Jesus said to his disciples, 'The Son of Man must suffer many things and be rejected by the elders, chief priests, and scribes, and be killed, but on the third day he will rise again. And he said to the crowd, "Whoever wishes to follow me, let him reject himself and take up his cross and follow me daily." For whoever will save his life will lose it, but whoever loses his life for my sake will save it. What profit is it to a man who loses himself or gains the whole world?' (Luke 9:22-25)
Jesus speaks to two distinct groups here, his close confidants and the general people. To the first he discloses his destiny in both its horror and its glory. Everything we flinch from, suffering, rejection and death. Being raised up is left unexplained. These are two hard contradictions, as in our own lives we find it hard to see disappointment and failure as a means to fulfilment. This cannot be how the God of reward and punishment we like to think of operates. So, we turn away from the narrow path to seek a more comfortable one. There’s nothing we value more than comfort.
Next, on the unwashed multitude, he bestows the uncomforting truth of radical renunciation as the way of living into this dilemma and turning the contradiction into a paradox. Paradoxes are portals into another worldview. To pass through them is metanoia. Paradoxes are not ideas but experiences, like the person you love dying and realising love still unites you. Or things falling apart with an almost absurd totality, one thing after another as they did for Job, and yet leading to an unpredictable wholeness.
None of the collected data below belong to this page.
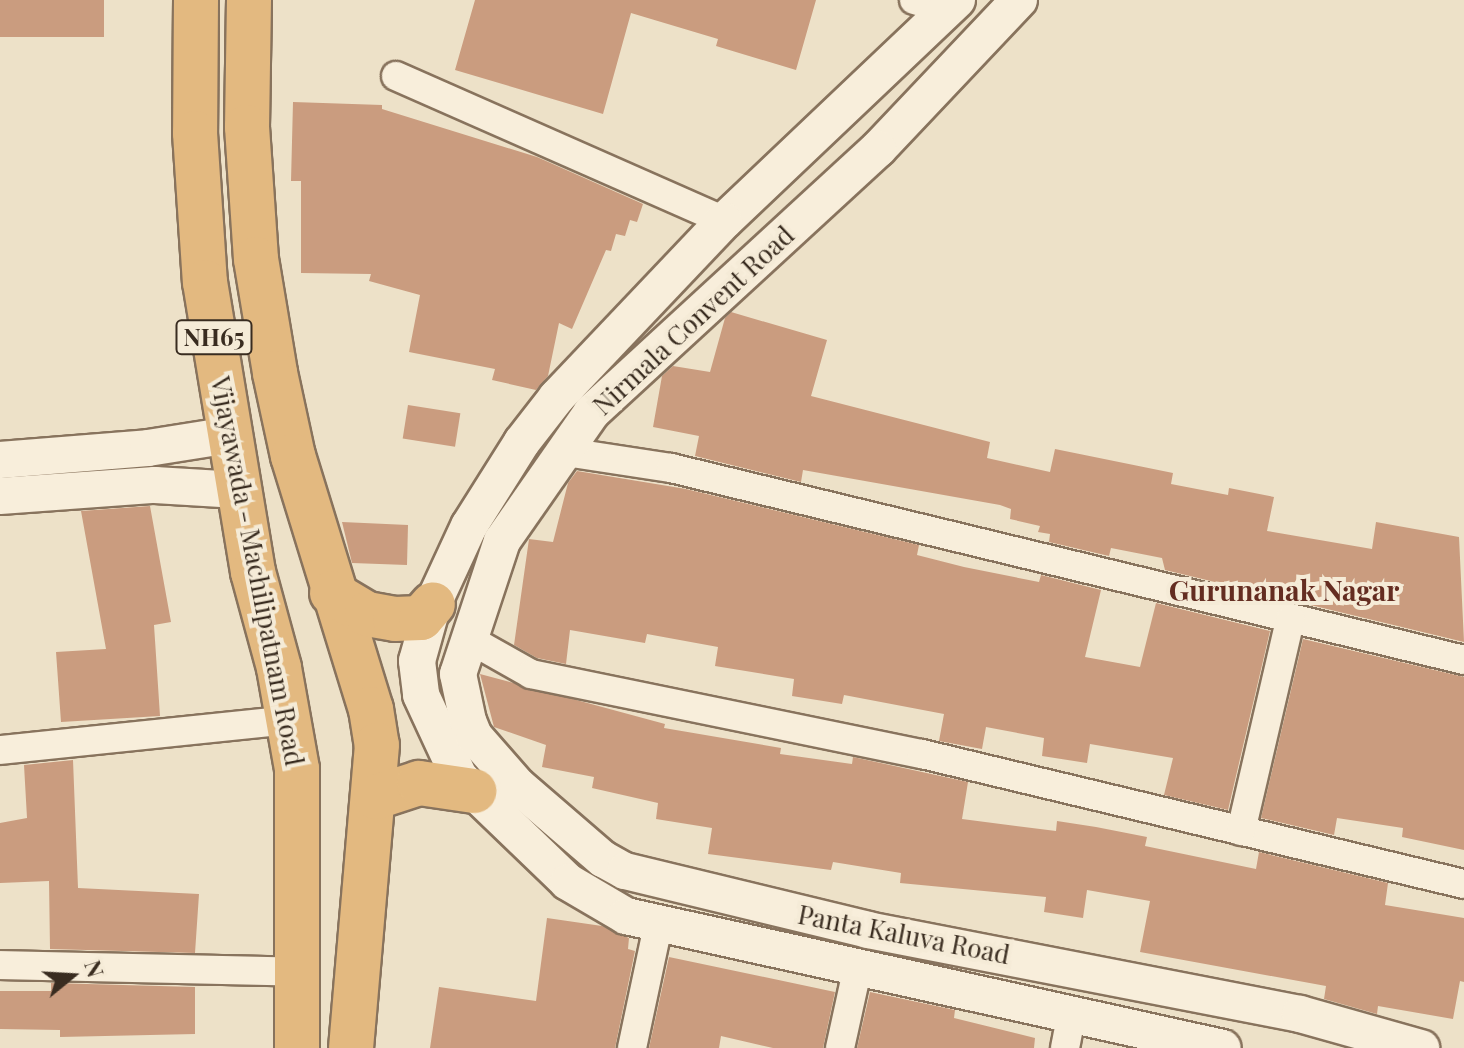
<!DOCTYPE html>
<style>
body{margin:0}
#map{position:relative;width:1464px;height:1048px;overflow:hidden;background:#ede1c8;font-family:"Playfair Display",serif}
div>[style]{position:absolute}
.building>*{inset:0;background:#ca9c7f;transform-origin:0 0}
.roads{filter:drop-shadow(2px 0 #88735d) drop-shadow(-2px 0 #88735d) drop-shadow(0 2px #88735d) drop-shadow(0 -2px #88735d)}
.minor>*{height:28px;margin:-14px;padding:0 14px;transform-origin:14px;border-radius:14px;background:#f8eedb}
.tertiary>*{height:36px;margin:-18px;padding:0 18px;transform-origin:18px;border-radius:18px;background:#f8eedb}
.trunk>*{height:44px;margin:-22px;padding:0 22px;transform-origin:22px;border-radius:22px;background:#e3b980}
span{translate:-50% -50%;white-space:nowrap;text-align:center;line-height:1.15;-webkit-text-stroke:8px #f5ebd7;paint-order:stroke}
.shield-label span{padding:2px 6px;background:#f5ebd7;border:2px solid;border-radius:6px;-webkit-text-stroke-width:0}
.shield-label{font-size:24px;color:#392c20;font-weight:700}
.street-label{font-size:26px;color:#392c20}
.neighbourhood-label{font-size:28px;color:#642d21;font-weight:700}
.north{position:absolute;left:32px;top:936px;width:80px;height:80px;-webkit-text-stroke:6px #f5ebd7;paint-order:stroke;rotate:72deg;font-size:22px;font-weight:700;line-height:32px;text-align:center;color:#392c20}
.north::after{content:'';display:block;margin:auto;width:28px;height:36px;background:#392c20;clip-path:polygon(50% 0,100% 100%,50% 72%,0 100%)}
</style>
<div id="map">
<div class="building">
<i style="left:0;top:0;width:104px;height:37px"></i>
<i style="clip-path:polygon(475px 0,816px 0,796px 70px,716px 46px,718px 39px,631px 13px,603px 114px,455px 70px)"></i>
<i style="clip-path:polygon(293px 102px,382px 105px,382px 109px,537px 157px,643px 204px,637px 222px,630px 220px,625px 236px,616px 234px,611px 251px,606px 250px,572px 329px,559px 323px,548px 376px,536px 390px,492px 380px,495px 369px,409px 352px,420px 295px,369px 281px,371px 274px,301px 273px,301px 181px,291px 181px)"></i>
<i style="clip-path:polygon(731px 312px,827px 340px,811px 396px,990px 442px,987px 458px,1050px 472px,1055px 449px,1173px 473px,1171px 484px,1228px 495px,1229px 488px,1274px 497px,1267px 531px,1372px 549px,1376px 522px,1459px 537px,1464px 642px,1165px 570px,1162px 558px,1111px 548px,1109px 556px,1049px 542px,1050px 534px,1038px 532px,1040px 526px,1010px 519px,1011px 509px,1000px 505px,803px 470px,801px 482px,695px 456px,699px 436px,653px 427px,662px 376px,673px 366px,710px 372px,725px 318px)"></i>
<i style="left:408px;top:405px;width:53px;height:34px;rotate:9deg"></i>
<i style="clip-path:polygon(577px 471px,686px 489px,919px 545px,917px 555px,964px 567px,1039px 582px,1041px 575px,1101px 590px,1085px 657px,1140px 667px,1156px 603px,1270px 631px,1228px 810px,1164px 795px,1173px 758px,1090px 744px,1087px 763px,1042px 756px,1044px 738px,986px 727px,982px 749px,939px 741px,944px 714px,844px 695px,842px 704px,792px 696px,794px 679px,715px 666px,718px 647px,647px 634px,645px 643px,570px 630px,566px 664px,537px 658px,514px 645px,529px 539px,553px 542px,568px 483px)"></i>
<i style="clip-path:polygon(150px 506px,171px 622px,154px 625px,160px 716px,61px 722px,56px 652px,106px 649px,81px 511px)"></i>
<i style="clip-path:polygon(342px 522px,408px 525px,407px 565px,352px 563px)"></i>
<i style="clip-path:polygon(1303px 639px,1464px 677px,1464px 850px,1402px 837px,1403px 828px,1337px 818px,1334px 835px,1261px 818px)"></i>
<i style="clip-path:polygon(480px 674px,665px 724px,664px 728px,781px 748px,780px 754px,852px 764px,853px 757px,968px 782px,962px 819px,1056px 831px,1057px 821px,1096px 827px,1147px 837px,1145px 846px,1256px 869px,1259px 852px,1388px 883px,1385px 905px,1464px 918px,1464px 982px,1460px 981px,1453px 1019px,1378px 1006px,1377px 1014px,1324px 999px,1326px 986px,1140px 952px,1150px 901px,1087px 890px,1083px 918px,1044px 912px,1046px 897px,900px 883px,901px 873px,833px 862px,831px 870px,708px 854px,712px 828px,656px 819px,658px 803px,592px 788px,594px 777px,542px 767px,546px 745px,494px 727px)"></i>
<i style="clip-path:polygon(73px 760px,78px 888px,199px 894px,195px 953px,50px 949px,49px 881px,0 883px,0 823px,27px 818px,24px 765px)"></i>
<i style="clip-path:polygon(547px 918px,602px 926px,629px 938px,628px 949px,635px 951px,615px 1048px,430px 1048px,439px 987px,536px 1001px)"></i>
<i style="clip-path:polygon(669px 957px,835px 992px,823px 1048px,773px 1048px,721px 1036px,719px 1048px,649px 1048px)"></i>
<i style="clip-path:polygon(51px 983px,195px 987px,195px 1034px,60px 1037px,60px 1030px,0 1029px,0 991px,51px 991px)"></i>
<i style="clip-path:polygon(870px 992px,955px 1010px,954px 1018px,1035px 1038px,1034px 1048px,857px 1048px)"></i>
</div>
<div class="roads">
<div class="minor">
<i style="left:914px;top:0;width:35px;rotate:16deg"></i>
<i style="left:396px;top:76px;width:359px;rotate:23.8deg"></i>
<i style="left:566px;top:452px;width:106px;rotate:8.7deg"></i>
<i style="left:671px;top:468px;width:816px;rotate:13.61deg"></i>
<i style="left:469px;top:639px;width:71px;rotate:29.4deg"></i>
<i style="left:531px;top:674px;width:399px;rotate:11.6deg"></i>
<i style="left:922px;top:754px;width:557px;rotate:13.49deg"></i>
<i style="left:0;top:750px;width:291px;rotate:-5.9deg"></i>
<i style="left:1241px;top:831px;width:217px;rotate:-76.9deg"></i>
<i style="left:0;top:965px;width:298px;rotate:1.3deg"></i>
<i style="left:632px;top:1048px;width:125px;rotate:-78deg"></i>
<i style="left:840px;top:1048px;width:84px;rotate:-77.6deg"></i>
<i style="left:1065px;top:1048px;width:31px;rotate:-79deg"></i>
</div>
<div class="tertiary">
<i style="left:957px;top:0;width:321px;rotate:136.5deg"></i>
<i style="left:724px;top:221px;width:243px;rotate:133.5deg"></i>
<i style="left:557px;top:397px;width:57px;rotate:127.9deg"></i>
<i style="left:522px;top:442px;width:99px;rotate:122.2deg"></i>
<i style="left:469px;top:526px;width:86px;rotate:114.8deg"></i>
<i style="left:433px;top:604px;width:59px;rotate:105.7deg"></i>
<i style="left:417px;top:661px;width:34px;rotate:83deg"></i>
<i style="left:421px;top:695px;width:90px;rotate:65.1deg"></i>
<i style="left:459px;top:777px;width:151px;rotate:43.9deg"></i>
<i style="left:568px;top:882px;width:67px;rotate:30.4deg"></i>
<i style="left:626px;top:916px;width:611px;rotate:12.47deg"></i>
<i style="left:1019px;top:0;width:205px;rotate:133.4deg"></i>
<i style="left:878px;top:149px;width:389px;rotate:137.4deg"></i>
<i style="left:592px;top:412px;width:157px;rotate:124.9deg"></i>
<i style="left:502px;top:541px;width:140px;rotate:108.3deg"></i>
<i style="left:458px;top:674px;width:48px;rotate:78deg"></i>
<i style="left:468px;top:721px;width:16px;rotate:68deg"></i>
<i style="left:474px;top:736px;width:67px;rotate:48.7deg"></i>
<i style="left:518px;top:786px;width:112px;rotate:40.7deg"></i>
<i style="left:603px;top:859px;width:25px;rotate:29deg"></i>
<i style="left:625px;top:871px;width:250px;rotate:13.6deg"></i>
<i style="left:868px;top:930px;width:440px;rotate:11deg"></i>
<i style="left:1300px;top:1014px;width:126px;rotate:15.7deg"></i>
<i style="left:0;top:460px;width:148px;rotate:-4.6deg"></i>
<i style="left:148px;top:448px;width:83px;rotate:-9deg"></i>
<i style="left:0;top:496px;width:155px;rotate:-4.1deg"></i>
<i style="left:155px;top:485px;width:83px;rotate:3.4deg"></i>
</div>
<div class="trunk">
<i style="left:196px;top:0;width:133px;rotate:90.4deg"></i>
<i style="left:195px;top:133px;width:149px;rotate:86.2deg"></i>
<i style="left:205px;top:282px;width:294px;rotate:80.6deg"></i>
<i style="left:253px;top:572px;width:99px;rotate:74.8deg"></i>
<i style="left:279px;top:668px;width:103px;rotate:79.9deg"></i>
<i style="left:297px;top:769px;width:279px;rotate:90deg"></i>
<i style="left:249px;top:0;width:127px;rotate:90.9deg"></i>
<i style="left:247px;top:127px;width:132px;rotate:86.1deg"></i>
<i style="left:256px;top:259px;width:116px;rotate:80.5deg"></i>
<i style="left:275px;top:373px;width:85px;rotate:77.8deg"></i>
<i style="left:293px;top:456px;width:265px;rotate:72.9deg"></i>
<i style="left:371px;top:709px;width:36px;rotate:81deg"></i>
<i style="left:377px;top:745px;width:304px;rotate:94.9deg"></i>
<i style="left:332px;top:593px;width:41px;rotate:31deg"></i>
<i style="left:367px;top:614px;width:28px;rotate:10deg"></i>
<i style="left:395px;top:619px;width:26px;rotate:-2deg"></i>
<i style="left:421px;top:618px;width:18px;rotate:-49deg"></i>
<i style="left:376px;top:797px;width:45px;rotate:-18deg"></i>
<i style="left:419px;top:783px;width:56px;rotate:8.3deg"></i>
</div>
</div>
<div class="shield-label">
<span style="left:214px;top:337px">NH65</span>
</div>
<div class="street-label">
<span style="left:693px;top:320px;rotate:-43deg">Nirmala Convent Road</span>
<span style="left:258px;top:571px;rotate:79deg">Vijayawada - Machilipatnam Road</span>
<span style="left:904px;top:934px;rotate:11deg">Panta Kaluva Road</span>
</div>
<div class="neighbourhood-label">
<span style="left:1284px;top:590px">Gurunanak Nagar</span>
</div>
<div class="north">N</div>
</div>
Pema Chodron’s great work ‘When Things Fall Apart’ describes this. I was once at a conference with her when we were asked what led us into the monastic life. Her story could not have been bettered. She was working in the front yard of their suburban house one day when her husband drove in. He told her he was having an affair and was leaving her. She grabbed for the nearest thing to throw at his head which was a brick. Fortunately, she missed. From what she learned after this, she describes the way to deal with collapse and dissolution is not to deny or avoid but to plunge into them. Then loss, suffering, rejection and death reveal the portal that irresistibly invites you to pass through.
The ordinary people, the second group Jesus addresses in this gospel, knew him as a healer and a denouncer of corruption and injustice. Now they hear the hidden teaching made open: in the portal of transformation, where the material becomes transparent, we renounce not just possessions, not only the hurts and wounds we bear from life, but the victim, the craver and the possessor, the ego itself. To do so we may need immense love and support and patience. But he leaves us to conclude ‘what, actually, in the end, is the alternative?’